Jeff Green is betting that the open internet is on the verge of a renaissance—and that 2026 will be the year it shows up most clearly in the ad market. For out‑of‑home buyers watching AI upend search and squeeze the walled gardens, his argument boils down to a simple thesis: as generative AI changes how people find information, brands will put a premium on trusted, richly contextual environments across screens—and that includes premium open‑web inventory alongside digital OOH.

Green, CEO of The Trade Desk, has spent the past year positioning his company as the neutral allocator of spend across the open internet, in contrast to platforms that primarily exist to monetize their own media. His message to investors and marketers has been consistent: Amazon, Google and the large social platforms are increasingly about owned‑and‑operated environments, while The Trade Desk’s sandbox is the rest of the web—connected TV (CTV), premium publishers, streaming audio and the broader programmatic ecosystem. In that world, 2026 is framed as an inflection point, not a plateau.

The tension, of course, is that AI search appears ready to siphon off a meaningful share of traditional search queries. Green has been explicit that this battle is not his to fight. Amazon’s ad growth, he has argued, is overwhelmingly in sponsored listings that compete with Google Search and “emerging AI search,” not with open‑internet display and video. By his back‑of‑the‑napkin math, roughly 90% or more of Amazon’s advertising sits in those formats, with only a sliver flowing through a true DSP aimed at decisioned open‑internet buying. If AI search compresses margins and rewrites the rules for performance budgets inside those walled gardens, Green’s contention is that brand and upper‑funnel dollars will need new, scalable homes.

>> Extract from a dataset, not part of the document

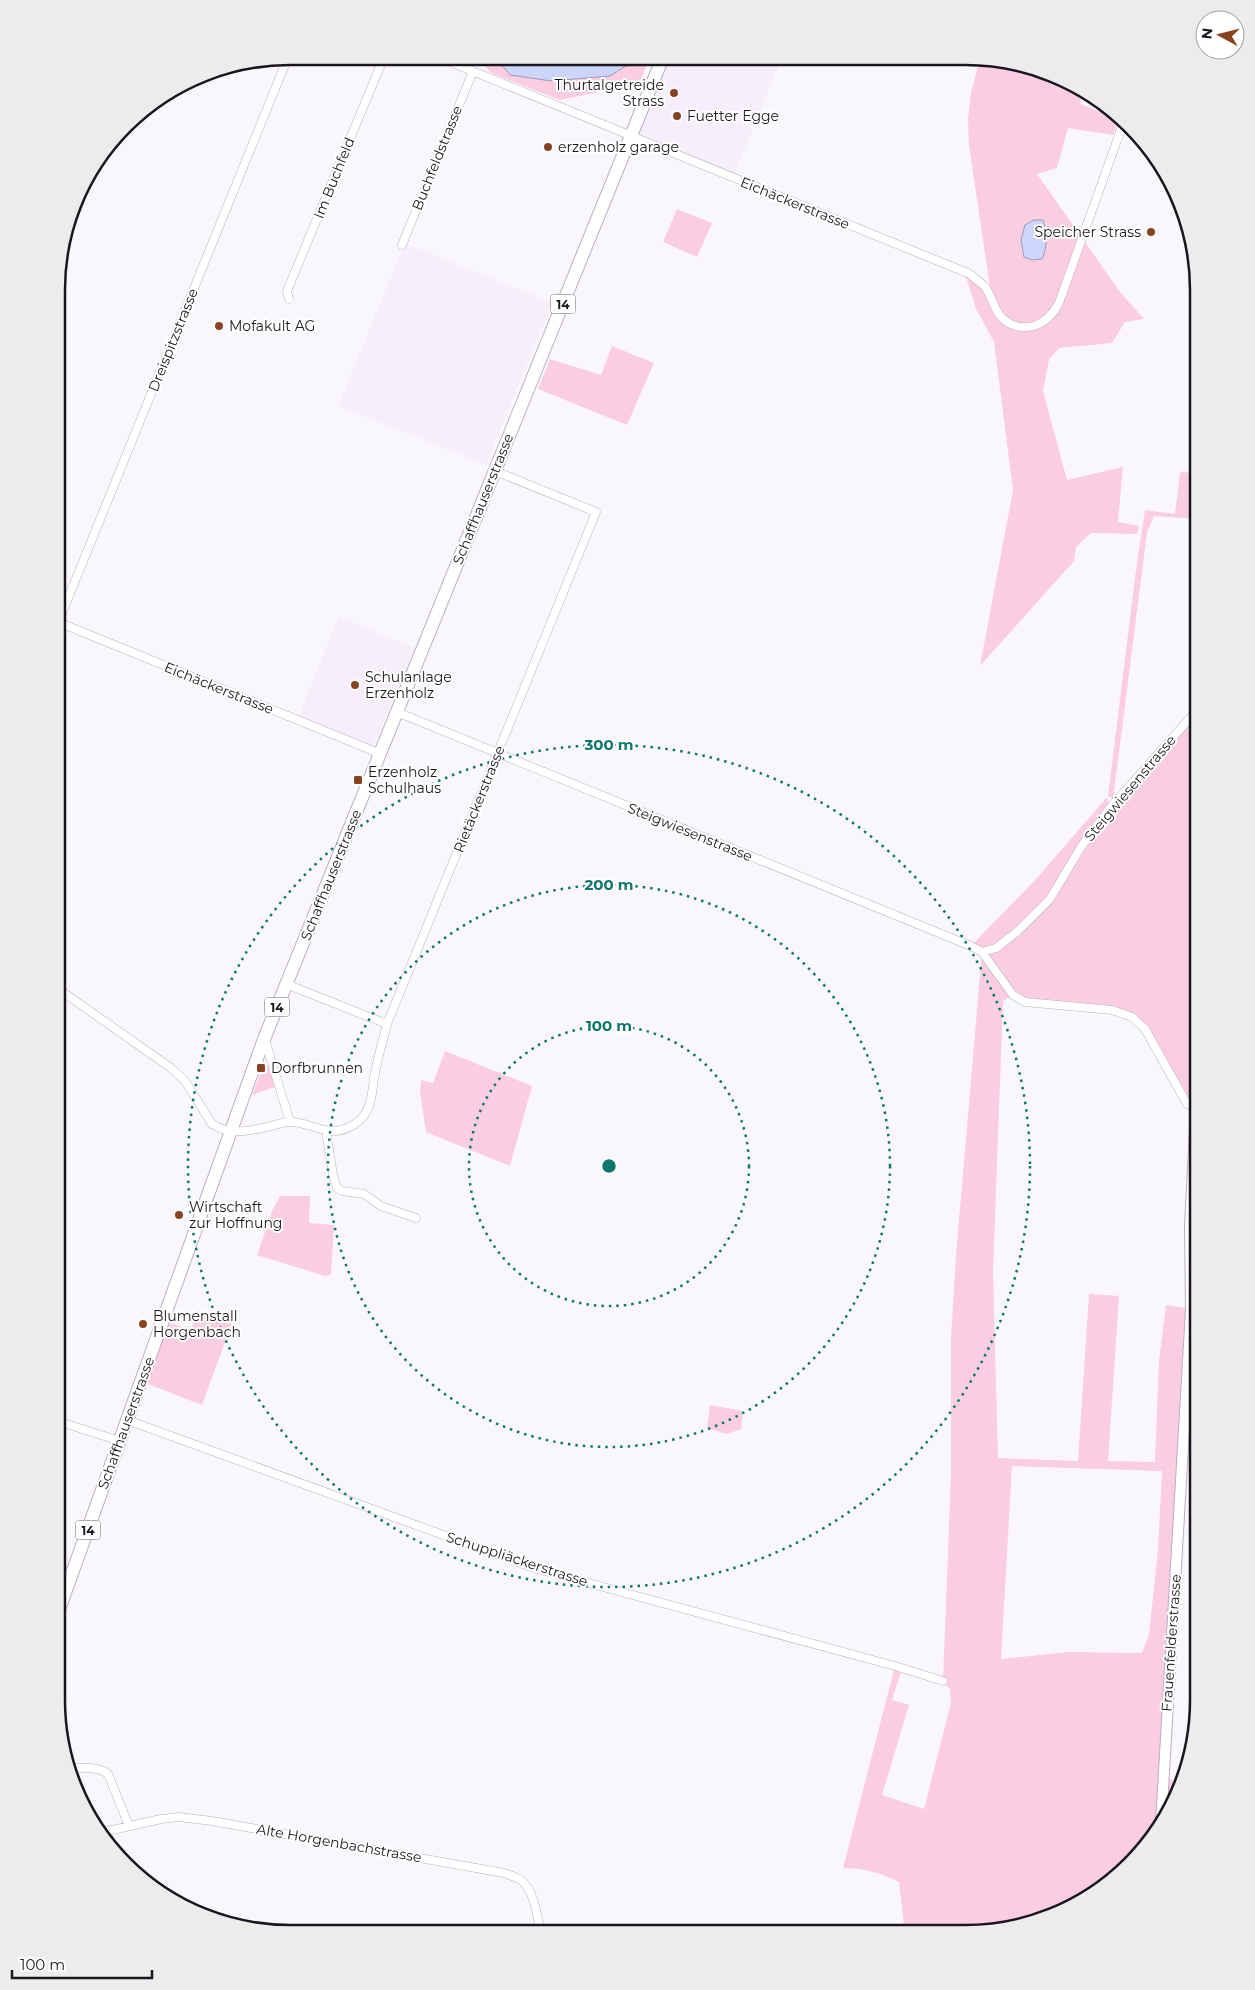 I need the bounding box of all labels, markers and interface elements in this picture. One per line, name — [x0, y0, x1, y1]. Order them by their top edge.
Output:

That is where premium open‑web inventory enters the picture. Even skeptics of the open‑internet narrative concede that CTV and video have been “durable momentum” drivers for The Trade Desk and now account for about half of its revenue. Marketers chasing incremental reach beyond broadcast and the major subscription streamers are leaning into ad‑supported services, free ad‑supported streaming TV (FAST) channels and broadcaster‑owned streaming apps—all of which transact heavily through open‑internet pipes. For OOH specialists used to selling attention in high‑impact, real‑world environments, the CTV boom represents a complementary canvas: a chance to extend campaigns across living rooms while maintaining control over context and frequency.

Green’s “best year yet” rhetoric also stems from structural changes in how the open internet is monetized. He has spent the past several years railing against opacity in the programmatic supply chain and championing tools like UID2 and publisher‑friendly monetization frameworks. The logic is that if identity, measurement and supply‑path optimization continue to mature, the open web starts to look less like a bargain bin of remnant inventory and more like a transparent, high‑value marketplace. That’s when brand advertisers—often the same ones driving OOH growth—feel confident shifting larger budget slices away from last‑click metrics and into multi‑touch, cross‑screen strategies.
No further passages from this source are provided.